Writing a C Compiler

JeremyGrosser · August 10, 2024, 8:27pm

It’s a Three-Address Code (TAC) defined in the book… Sort of a high level assembly IR where each instruction has up to three operands: two sources and a destination.

If you’re at all interested in this stuff, I highly recommend picking up a copy of the book. No Starch has 32% off everything this weekend with the DC32 coupon code.

JeremyGrosser · August 15, 2024, 7:05am

Chapter 5: Local Variables

The bug I encountered in Chapter 1 where return2 was parsed as the return keyword came back to haunt me. I was missing '0' .. '9' character range in identifier names. Chapter 5 tests include a variable named void2 which was incorrectly parsed as a void token. After fixing the lexer, I re-ran all of the previous chapters’ tests and everything looks fine now.

The rest of the implementation went fairly smoothly once I got through reading the chapter, which took longer than usual as I kept losing focus. Variable resolution just doesn’t excite me and feels like a bit of a chore.

I refactored most of the Unbounded_String operations on Identifiers into a single WACC.Strings package just to avoid duplicating the Make_Identifier logic in both the Semantic_Analysis and TACKY packages. I expect the Strings package to grow more functionality over time.
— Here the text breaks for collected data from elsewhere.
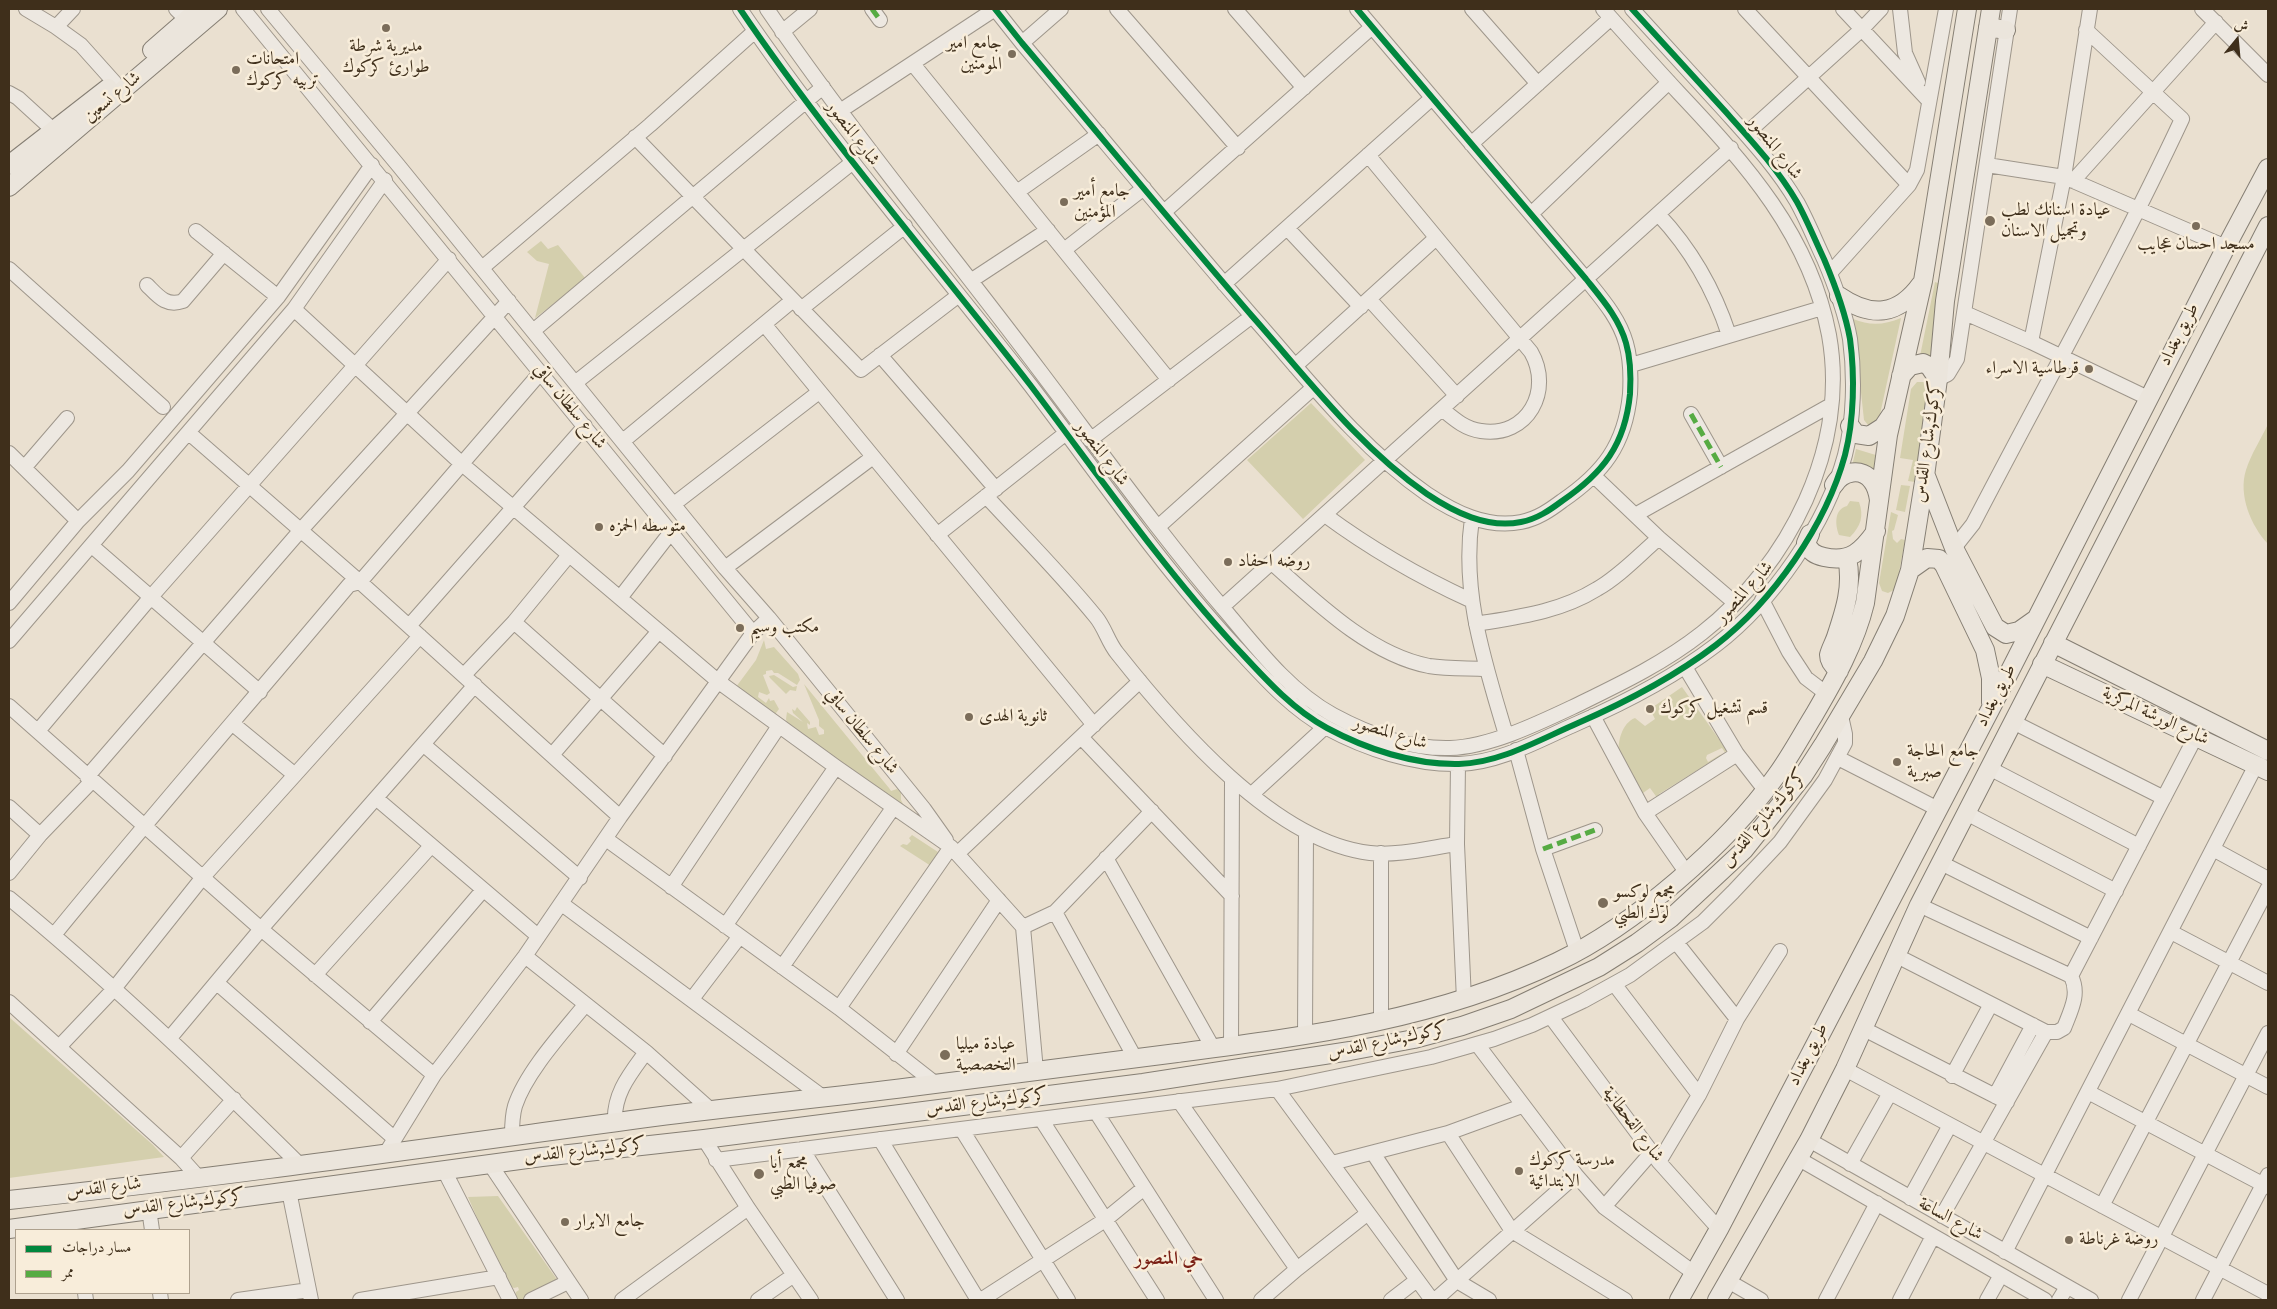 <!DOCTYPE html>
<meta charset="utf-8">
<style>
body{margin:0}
#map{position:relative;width:2277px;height:1309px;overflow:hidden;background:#eae0d0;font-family:"IM FELL English",Amiri,serif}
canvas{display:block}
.frame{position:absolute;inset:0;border:10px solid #3f2f1b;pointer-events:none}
.legend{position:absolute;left:15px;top:1229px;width:175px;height:65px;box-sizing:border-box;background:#f8edda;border:1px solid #aea18e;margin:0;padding:6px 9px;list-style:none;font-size:15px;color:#3f2f1b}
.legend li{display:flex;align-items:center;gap:10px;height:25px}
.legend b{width:25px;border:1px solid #aea18e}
.north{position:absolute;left:2212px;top:15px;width:50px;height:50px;-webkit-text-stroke:4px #f8edda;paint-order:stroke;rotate:17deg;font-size:14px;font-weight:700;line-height:20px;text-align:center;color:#3f2f1b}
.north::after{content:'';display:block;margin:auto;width:18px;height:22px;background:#3f2f1b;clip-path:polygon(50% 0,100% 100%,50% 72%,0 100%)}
</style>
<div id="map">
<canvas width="2277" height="1309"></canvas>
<div class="frame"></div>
<ul class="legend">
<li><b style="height:6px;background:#00873e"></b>مسار دراجات</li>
<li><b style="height:6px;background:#56ab43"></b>ممر</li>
</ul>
<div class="north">ش</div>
</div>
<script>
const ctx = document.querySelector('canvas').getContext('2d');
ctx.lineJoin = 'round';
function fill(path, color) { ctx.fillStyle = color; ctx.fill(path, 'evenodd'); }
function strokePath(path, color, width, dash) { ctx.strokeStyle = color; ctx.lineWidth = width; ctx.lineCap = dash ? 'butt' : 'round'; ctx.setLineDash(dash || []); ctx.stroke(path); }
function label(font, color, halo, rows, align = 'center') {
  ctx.font = font + ' "IM FELL English",Amiri,serif'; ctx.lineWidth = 5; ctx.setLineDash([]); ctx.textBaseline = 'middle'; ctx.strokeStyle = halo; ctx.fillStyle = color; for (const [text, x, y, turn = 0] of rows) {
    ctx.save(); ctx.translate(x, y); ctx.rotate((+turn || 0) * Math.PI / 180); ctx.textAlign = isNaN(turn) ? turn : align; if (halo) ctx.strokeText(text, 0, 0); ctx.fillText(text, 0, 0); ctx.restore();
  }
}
fill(new Path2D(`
 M541 241 548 249 558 245 586 279 535 318 549 264 537 261 527 252Z
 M1935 282 1943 285 1932 362 1919 361Z
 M1901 318 1879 419 1871 425H1868L1864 420 1853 319C1870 326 1884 325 1901 318Z
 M1917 382H1924L1930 386 1920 466 1915 482 1908 481 1913 460 1900 458 1911 389Z
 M1311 403 1365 460 1303 519 1247 460Z
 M2268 424V544C2251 526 2238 495 2246 470 2251 454 2261 439 2268 424Z
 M1856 449 1879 456 1876 473 1852 466Z
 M1901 485 1910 486 1905 512 1896 510Z
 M1850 501 1859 502C1864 516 1861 526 1850 537L1839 535C1835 525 1834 509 1847 506Z
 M1891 512 1898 515 1894 530 1892 531 1893 539 1897 543 1901 539 1905 540 1896 589 1888 593 1882 591 1879 583Z
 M764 640 766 649 774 647 798 674 800 680 797 685 778 673H774L772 670 766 671V674L763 675 770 693 767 695 759 692 758 697 766 703 769 698 770 701 774 700 779 709 776 713 777 716 736 687 756 660Z
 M774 675 793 687 797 686 796 691 790 690 786 694 770 678 769 676Z
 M804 684 889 788 891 791 897 789 901 791V800L904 806 902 811 787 723 786 719 787 712 803 722 793 713 792 709 795 711 797 707 810 722V725L807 723 808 729 816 727 819 735 824 734V730L819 726V720Z
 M1682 687 1728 752 1726 754 1722 748 1707 755 1706 758 1708 762 1723 753 1720 755 1722 759 1719 758 1712 761 1659 794 1658 799 1650 788 1643 793C1634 783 1621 769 1619 756 1617 742 1622 723 1635 718L1645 726 1655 719 1650 709Z
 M912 835 938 852 931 866 900 846 903 844 907 845 911 841 909 838Z
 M9 1017 153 1145 164 1157 9 1178Z
 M498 1196 558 1281 526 1300H518L515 1297 516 1292 519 1290 518 1287 514 1288 506 1284 468 1197Z`), '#d4cfad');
const minor = new Path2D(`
 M26 9 56 27 81 45 115 83
 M176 9 186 19
 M243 9 753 633
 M268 9 398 165 725 568 769 618 924 809 946 840
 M740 9C829 140 934 261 1031 386 1097 473 1159 563 1233 644 1261 674 1290 708 1327 728 1366 749 1414 765 1459 764 1500 763 1541 739 1578 723 1626 702 1674 677 1716 645 1773 601 1826 525 1845 455 1854 420 1855 376 1850 339 1845 311 1835 285 1824 259 1815 240 1807 220 1797 202 1777 168 1750 139 1725 111 1694 77 1663 43 1632 9
 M767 9C852 133 949 250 1040 371 1102 453 1162 537 1229 615 1259 651 1291 692 1333 715 1368 734 1410 749 1450 748 1490 747 1541 722 1577 705 1620 684 1664 663 1702 633 1789 565 1849 447 1829 335 1810 235 1746 164 1679 93 1653 65 1628 37 1603 9
 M872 9 880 20
 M995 9 1022 43C1099 134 1174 226 1252 316 1307 378 1358 446 1427 494 1454 512 1487 529 1521 522 1537 519 1550 510 1562 501 1603 473 1625 445 1630 394 1631 377 1631 360 1626 343 1619 318 1602 299 1586 279L1357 9
 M1117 9 1238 148
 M1235 9 1304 88
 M1472 9 1538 84
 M1745 9 1909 185
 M1843 9 1929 101
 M1900 9 1905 53 1918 82
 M2202 9 2268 75
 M56 27 73 9
 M782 32 810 9
 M1022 43 1061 9
 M913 64 1169 380
 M9 93 18 98 53 130
 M840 111 995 9
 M1746 134 1862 29 1881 9
 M635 137 861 370 959 295
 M1471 144 1611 18
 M1368 155 1531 352C1553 390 1528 438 1481 431 1465 429 1454 419 1442 409
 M1987 165 2064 177 2226 247
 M2073 181 2216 22
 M1017 192 1099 134
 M1164 212 1372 27
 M1531 214 1669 82
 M1658 214C1691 249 1714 289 1729 335
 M1287 228 1361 307
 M196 231 278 297
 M1064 250 1144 188
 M482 268 650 125 755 31
 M9 269 163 407
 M1830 273 1909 185 1917 170 1946 9
 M972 280 1048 230
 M1224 284 1432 98
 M147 285C158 296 166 307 183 301L224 253
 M1370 300 1457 396
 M294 309 462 464 719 682 836 767 951 847 1023 927 1036 1071
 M801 309 905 226
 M1965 313 2031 342 2148 398
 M764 324 1094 725
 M533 331 823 87
 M2031 342 2064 177 2090 9
 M880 355 996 489
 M1631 365 1822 308
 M1295 366 1436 238
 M1938 379 1948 374 1957 359 2010 9
 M575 383 853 162
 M1691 414 1721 467
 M189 433 360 582 620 817
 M1090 440 1252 316
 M623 441 793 300
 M9 453 78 521
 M24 468 67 418
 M1594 476 1659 538 1735 603
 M986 496C1023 536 1062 575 1096 617 1105 628 1108 642 1117 653 1174 725 1274 842 1370 853 1398 856 1429 848 1457 844
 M674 504 819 392
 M1325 515C1371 549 1418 576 1470 600
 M1635 515 1831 405
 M1472 518C1461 594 1485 663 1506 735
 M1158 527 1313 388
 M937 535 1066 433
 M92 546 260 692
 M1954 548 1973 524C2043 389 2118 256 2182 119L2086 30
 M1272 563C1316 602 1370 655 1429 666 1448 669 1467 668 1486 669
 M725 568 873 457
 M620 598 671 532
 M1762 600 1789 652 1806 678 1827 694
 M9 603 78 521 128 471 278 297 372 165
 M1222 607 1731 148
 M514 622 665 756
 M1476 624C1518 617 1560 612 1597 589 1620 576 1639 555 1659 538
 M409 626 585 426
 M9 641 294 309 385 180
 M1685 667 1737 754 1765 790
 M464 675 514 622 569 555
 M9 706 261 929 434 1075
 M1593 716 1645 813 1686 872
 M2013 722 2164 798
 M233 724 295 775
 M38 731 150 598 449 259
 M1081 737 1232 896
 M424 745 580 878
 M1516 750 1543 849 1577 951
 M552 755 659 631
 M1838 758 1938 809
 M1458 764 1457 844 1464 1000
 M1989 768 2139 846
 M87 777 300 531 509 301
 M1252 794 1325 727
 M377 799 538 936
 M9 807 40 835
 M1645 813 1737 754
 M1966 813 2116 891
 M606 839 839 1008 936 1084
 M1543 849 1595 830
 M2213 849 2268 879
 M1381 853V1021
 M957 854 1140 681
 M1106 858 1213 1048
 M1941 863 2091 938
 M9 873 40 835 92 781
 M671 887 779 726
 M9 898C110 981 206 1072 299 1164
 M562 904 824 1098
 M1055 912 1135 1058
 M725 926 836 767
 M1023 927 1055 912 1152 811
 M2171 932 2268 983
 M54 935C150 817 251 702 349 585L360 582 541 372
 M1676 942 1737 1019
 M525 956 646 1052 712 1111
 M1897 956 2046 1032H2057L2064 1028C2071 1010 2080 994 2071 976L1919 905
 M782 967 893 808
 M315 975 431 846
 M2071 976 2196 736
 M217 983 395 1139
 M1615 985 1699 1095
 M692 999 740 936
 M9 1002 181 1158 199 1178
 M839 1008 951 847
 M2129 1014 2268 1087
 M1551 1017 1659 1162 1719 1229
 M370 1022 483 890
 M1864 1029 2007 1102
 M1305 1035 1306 832
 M169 1039 261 929 475 685
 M1477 1044 1576 1175 1604 1207 1694 1273
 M1231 1046 1232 779
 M59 1047 113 990 203 877 420 636
 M896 1054 999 900
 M1845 1069 2268 1294
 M1952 1076 1991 1004
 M1277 1089 1432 1300
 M2088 1092 2268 1187
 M1995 1096 2033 1025
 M1179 1101 1297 1269
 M1096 1112 1216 1300
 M1041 1119 1157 1300
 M615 1123C613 1094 630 1074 646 1052
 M962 1130 1068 1300
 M1448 1133 1512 1231 1625 1300
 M512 1136C512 1126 512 1116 515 1106 526 1072 563 1032 585 1005
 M704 1139 748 1208 811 1300
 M880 1139 978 1300
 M1809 1140 2091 1300
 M802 1149 897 1300
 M386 1153 434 1075 525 956 620 817 753 633 769 618
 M1373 1153 1457 1281 1489 1300
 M181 1158 234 1099
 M1799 1159 2045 1300
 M716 1160 1277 1089 1431 1057 1494 1039 1532 1025 1583 1001 1630 975 1703 922 1733 892 1780 842 1825 780 1845 743V734L1841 716
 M1659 1162 1699 1095 1737 1019 1780 951
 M1332 1163 1448 1133 1522 1106
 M490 1164 581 1300
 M1850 1164 1890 1093
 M444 1170 510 1300
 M289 1191 311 1300
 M1910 1198 1950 1125
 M2102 1206 2268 888
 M1604 1207 1652 1152
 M149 1209 152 1230
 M1942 1216 2046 1032
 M2005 1252 2256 765
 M1728 1281 1761 1300
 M85 1293 86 1300
 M160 1293 161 1300
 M238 1300 309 1290
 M360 1300 499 1277
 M531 1300 568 1282
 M622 1300 748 1208
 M758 1300 794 1275
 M981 1300 1105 1220 1144 1188
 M1261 1300 1297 1269 1368 1213
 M1391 1300 1417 1280
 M1435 1300 1576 1175
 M1826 1300 1877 1203
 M1900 1300 1933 1236
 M1987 1300 2001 1275
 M2059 1300 2067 1287
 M2129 1300 2268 1033
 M2203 1300 2268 1175`);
const major = new Path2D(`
 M1988 27 2006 30
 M152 50 199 9
 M9 165 108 88
 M9 187 218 9
 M1839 296C1871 318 1898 316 1921 284
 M1901 376 1910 366 1923 363 1929 366 1938 379
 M1850 426 1856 434 1869 436 1883 427 1891 415
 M1926 476 1954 548 1995 627 2006 634 2019 631 2036 619
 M1834 485C1842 471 1862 467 1872 481 1876 486 1878 493 1879 500
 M1810 534 1806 543C1810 552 1815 555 1824 557 1850 563 1862 551 1876 531
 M1910 570 1927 558 1939 559 1944 565 1985 650 1991 678V703
 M2053 643 2268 751
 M2042 664 2268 771
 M1839 671C1834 667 1829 662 1829 655 1830 650 1834 643 1836 637 1845 610 1853 586 1847 558
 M9 1200C224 1177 439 1146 654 1117 740 1106 825 1098 911 1087 1000 1076 1088 1064 1177 1053 1309 1036 1436 1020 1557 962 1633 926 1727 845 1776 776 1790 757 1801 736 1814 715 1835 679 1855 644 1865 603L1888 435 1923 281 1967 9
 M9 1229 542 1157 704 1139 1143 1083 1350 1051 1414 1039 1462 1026 1511 1009 1599 967 1637 943 1671 918 1744 850 1803 776 1823 745 1873 661 1895 616 1910 570 1925 476 1938 379 1945 301 1991 9
 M1679 1300 1719 1229 1991 708 2226 247 2268 168
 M1717 1300 1809 1140 1845 1069 1919 905 2268 226`);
strokePath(minor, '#9e968b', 16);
strokePath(major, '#857e73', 20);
strokePath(minor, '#ede8e1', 14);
strokePath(major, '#ebe5dc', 18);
strokePath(new Path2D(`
 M872 9 880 20
 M1691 414 1721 467
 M1543 849 1595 830`), '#56ab43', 5, [10, 5]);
strokePath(new Path2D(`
 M740 9C829 140 934 261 1031 386 1097 473 1159 563 1233 644 1261 674 1290 708 1327 728 1366 749 1414 765 1459 764 1500 763 1541 739 1578 723 1626 702 1674 677 1716 645 1773 601 1826 525 1845 455 1854 420 1855 376 1850 339 1845 311 1835 285 1824 259 1815 240 1807 220 1797 202 1777 168 1750 139 1725 111 1694 77 1663 43 1632 9
 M995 9 1022 43C1099 134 1174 226 1252 316 1307 378 1358 446 1427 494 1454 512 1487 529 1521 522 1537 519 1550 510 1562 501 1603 473 1625 445 1630 394 1631 377 1631 360 1626 343 1619 318 1602 299 1586 279L1357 9`), '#00873e', 6);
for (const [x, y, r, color] of [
 [386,28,5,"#7b6d5a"],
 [1012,54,5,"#7b6d5a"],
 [236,70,5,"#7b6d5a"],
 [1064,202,5,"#7b6d5a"],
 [1990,221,6,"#7b6d5a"],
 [2196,226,5,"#7b6d5a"],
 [2089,369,5,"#7b6d5a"],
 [599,527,5,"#7b6d5a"],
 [1228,562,5,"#7b6d5a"],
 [740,628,5,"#7b6d5a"],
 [1650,709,5,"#7b6d5a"],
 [969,717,5,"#7b6d5a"],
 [1897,762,5,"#7b6d5a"],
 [1603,903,6,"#7b6d5a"],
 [945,1055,6,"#7b6d5a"],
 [1519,1171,5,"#7b6d5a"],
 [759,1174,6,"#7b6d5a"],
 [565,1222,5,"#7b6d5a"],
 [2069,1240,5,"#7b6d5a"]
]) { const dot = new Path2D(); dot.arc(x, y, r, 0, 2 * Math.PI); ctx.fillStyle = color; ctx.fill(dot); strokePath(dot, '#f8edda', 2); }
label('18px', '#3f2f1b', '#f8edda', [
 ["جامع امير",1002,44,"right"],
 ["المومنين",1002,65,"right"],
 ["مديرية شرطة",386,47,"center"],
 ["طوارئ كركوك",386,68,"center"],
 ["امتحانات",246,60],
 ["تربيه كركوك",246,81],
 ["جامع أمير",1074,192],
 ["المؤمنين",1074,213],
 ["عيادة اسنانك لطب",2001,211],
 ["وتجميل الاسنان",2001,232],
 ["مسجد احسان عجايب",2196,245,"center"],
 ["قرطاسية الاسراء",2079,369,"right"],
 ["متوسطه الحمزه",609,527],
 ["روضه احفاد",1238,562],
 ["مكتب وسيم",750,628],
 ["قسم تشغيل كركوك",1660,709],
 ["ثانوية الهدى",979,717],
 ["جامع الحاجة",1907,752],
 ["صبرية",1907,773],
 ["مجمع لوكسو",1614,893],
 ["لوك الطبي",1614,914],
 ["عيادة ميليا",956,1045],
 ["التخصصية",956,1066],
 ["مدرسة كركوك",1529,1161],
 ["الابتدائية",1529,1182],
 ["مجمع أيا",770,1164],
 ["صوفيا الطبي",770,1185],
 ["جامع الابرار",575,1222],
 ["روضة غرناطة",2079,1240]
], 'left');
label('18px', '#3f2f1b', '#f8edda', [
 ["شارع تسعين",113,98,-40],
 ["شارع المنصور",852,134,53],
 ["شارع المنصور",1774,148,52],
 ["طريق بغداد",2180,335,-63],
 ["شارع سلطان ساقي",569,407,51],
 ["كركوك,شارع القدس",1929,442,-82],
 ["شارع المنصور",1101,454,53],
 ["شارع المنصور",1745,593,-48],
 ["طريق بغداد",1997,696,-63],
 ["شارع الورشة المركزية",2155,717,25],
 ["شارع سلطان ساقي",861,732,51],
 ["شارع المنصور",1390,734,17],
 ["كركوك,شارع القدس",1765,819,-50],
 ["كركوك,شارع القدس",1388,1042,-12],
 ["طريق بغداد",1809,1055,-63],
 ["كركوك,شارع القدس",987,1103,-7],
 ["شارع القحطانية",1632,1125,53],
 ["كركوك,شارع القدس",585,1152,-6],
 ["شارع القدس",104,1189,-7],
 ["كركوك,شارع القدس",184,1204,-7],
 ["شارع الساعة",1950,1220,29]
]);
label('bold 19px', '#7a1f14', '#f8edda', [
 ["حي المنصور",1169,1260]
]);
</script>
JeremyGrosser · August 16, 2024, 6:26pm

Chapter 6: if Statements and Conditional Expressions

I never liked ternary operators in C. The list of examples for precedence rules and undefined behavior in this chapter really drive home how dangerous they are. Still, it’s part of the langauge, so we must. I liked how the later stages of the compiler didn’t need updating here. We already have conditional jump instructions, so adding if statements is really just a frontend concern.

I’m a bit surprised that compound statements get their own chapter, but I’m sure I’ll understand soon.

JeremyGrosser · August 21, 2024, 8:34pm

Chapter 7: Compound Statements

Oh. Scoping rules. That’s why. I like the variable renaming and map copy approach here. Seems simpler than what Crafting Interpreters does with a nested tree of scopes you have to traverse to resolve.

I did a bit of refactoring in the semantic analysis pass here to more closely match the function names in the book’s pseudocode. Every time I try to be more clever than the book, I have trouble remembering why I did it a few days later. There’s a lesson there, certainly.

Chapter 8: Loops

There’s a lot of subtle behavior happening in this chapter that took me a while to wrap my head around. For loops in particular have a lot of moving parts. I’ve fallen into the trap of using null pointers to represent optional values. I may go back and try to fix this at some point, but it would be a large refactor of the ASDL data structures. I’ll live with it for now.

The extra credit goto statements I added in chapter 6 are broken now. The goto_bypass_init_exp test has a goto jump to a label inside a for loop. This is supposed to skip executing the for initializer. From my understanding of the assembly output, it does this correctly, but I’m not certain. If the label the goto is jumping to is indeed in the wrong place, I think I need to add a new fixup pass in the assembly stage that moves the label if it precedes a For_Init_Node. I’m not certain this is the right approach though.

Tom · August 25, 2024, 10:50am

Hi you might prefer the book “Crafting a Compiler” by Charles N. Fischer and Richard J LeBlanc, Jr bublished by Benjamen Cummings 1988. Tt’s all about writing an Ada compiler in Ada of course. It covers all the basic theory and has lots of Ada code in it. Great project. I would love to write an almost Ada compiler and get rid of a few things I find a bit irritating about it. However after more than 3000 hours of Ada and years of C/C++ before that I am hooked on Ada. Even so far as to write www.adaworks.it no its an http not https. Sorry. Server written in Ada though.
Tom

OneWingedShark · August 26, 2024, 5:30pm

My advice: never use RegEx, not even for “recognizing integers”.

An alternative to this would be to use EVIL’s file-interface generic (providing a self-closing file-type w/ stream access) and/or Byron’s Readington subsystem (stream to Wide_Wide_String [full Unicode]).

Another option is Using a High-level Language as a Cross Assembler. (3 page paper)